Saturday, June 25, 2011

Whose that Dick?


Better yet. Whose that Robot?

9 comments:

TTBurnett said...

Klaatu barada nikto.

TTBurnett said...

Wow! I just had a dream where it was revealed MamaM is a space alien. Honestly. I am not kidding.

I woke up worried for poor Trooper, who, last I saw, had been abducted aboard her flying saucer. I got zapped, but was relieved that the only aftereffect was some missing time.

And the robot wasn't at all formidable like Gort. "Klaatu barada nikto" obviously being something too silly to say, I tried, "Go tend the pachysandra!"
Worked like a charm. He dutifully trudged off, having obviously been programmed to accept similar direction on his home planet.

L'esprit d'escalier has also made me think I should have written, "Klaatu barada Nixon" in the last comment. But that, too, was probably something too silly. Plus, had it been said at the time of the photo, it might have enraged Gort, being the intolerant, humorless sort he was, and not at all fond of puns.

MamaM said...

MamaM recently ordered a ruthless round up of her own weedy pachysandra patch and zapped it to death for 15 years of under performance.

As an alien, she is good humored, fond of puns and tolerant to a point.
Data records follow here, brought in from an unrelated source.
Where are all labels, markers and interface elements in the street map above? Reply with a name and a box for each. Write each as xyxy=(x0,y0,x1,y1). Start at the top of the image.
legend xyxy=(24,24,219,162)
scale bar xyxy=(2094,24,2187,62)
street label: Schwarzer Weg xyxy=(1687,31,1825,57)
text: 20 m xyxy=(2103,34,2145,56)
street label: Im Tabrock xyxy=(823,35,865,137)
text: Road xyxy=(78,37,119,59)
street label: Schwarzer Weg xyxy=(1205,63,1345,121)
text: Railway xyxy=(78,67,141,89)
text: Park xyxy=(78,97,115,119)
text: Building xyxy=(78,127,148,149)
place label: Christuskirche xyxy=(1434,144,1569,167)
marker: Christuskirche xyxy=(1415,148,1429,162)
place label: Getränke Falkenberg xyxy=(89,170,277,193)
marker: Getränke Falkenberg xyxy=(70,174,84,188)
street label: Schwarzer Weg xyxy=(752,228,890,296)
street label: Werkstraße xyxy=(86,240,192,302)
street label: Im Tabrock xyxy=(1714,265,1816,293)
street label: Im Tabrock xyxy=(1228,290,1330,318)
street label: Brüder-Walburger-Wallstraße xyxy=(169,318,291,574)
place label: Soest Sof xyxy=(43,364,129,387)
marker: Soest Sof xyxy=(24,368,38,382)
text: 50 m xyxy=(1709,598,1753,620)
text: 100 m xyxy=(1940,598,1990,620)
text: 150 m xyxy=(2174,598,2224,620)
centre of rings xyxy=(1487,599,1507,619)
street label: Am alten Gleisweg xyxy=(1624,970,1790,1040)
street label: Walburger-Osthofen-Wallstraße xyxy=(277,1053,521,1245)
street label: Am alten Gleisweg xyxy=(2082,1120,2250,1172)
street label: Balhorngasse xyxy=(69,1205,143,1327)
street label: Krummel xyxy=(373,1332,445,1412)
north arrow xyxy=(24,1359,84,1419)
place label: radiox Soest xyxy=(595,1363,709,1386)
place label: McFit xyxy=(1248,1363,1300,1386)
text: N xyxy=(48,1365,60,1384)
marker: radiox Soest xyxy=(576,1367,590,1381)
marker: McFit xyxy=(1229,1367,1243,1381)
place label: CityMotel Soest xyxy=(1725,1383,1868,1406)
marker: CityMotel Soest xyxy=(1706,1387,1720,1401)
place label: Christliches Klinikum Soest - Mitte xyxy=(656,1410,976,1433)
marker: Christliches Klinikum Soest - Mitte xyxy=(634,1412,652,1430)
However, she finds creative musical sorts who insist on playing off key and repeatedly hitting the same wrong note over and over to be as dull and tedious as underperforming pachysandra.

TTBurnett said...
This comment has been removed by the author.
TTBurnett said...

All I can say is you have an accurate account of a real dream I had the other night. Like Tartini with his Devil's Trill, I jumped from my bed to write it down before I forgot it. Whether my dream was demonically-inspired, reflective of MamaM's actual status, or simply a subconscious emanation, I can't say. But, as a UFO skeptic, it did gave me pause. (Here's a version of Tartini's dream more suitable for those squeamish of being thought musical snobs.)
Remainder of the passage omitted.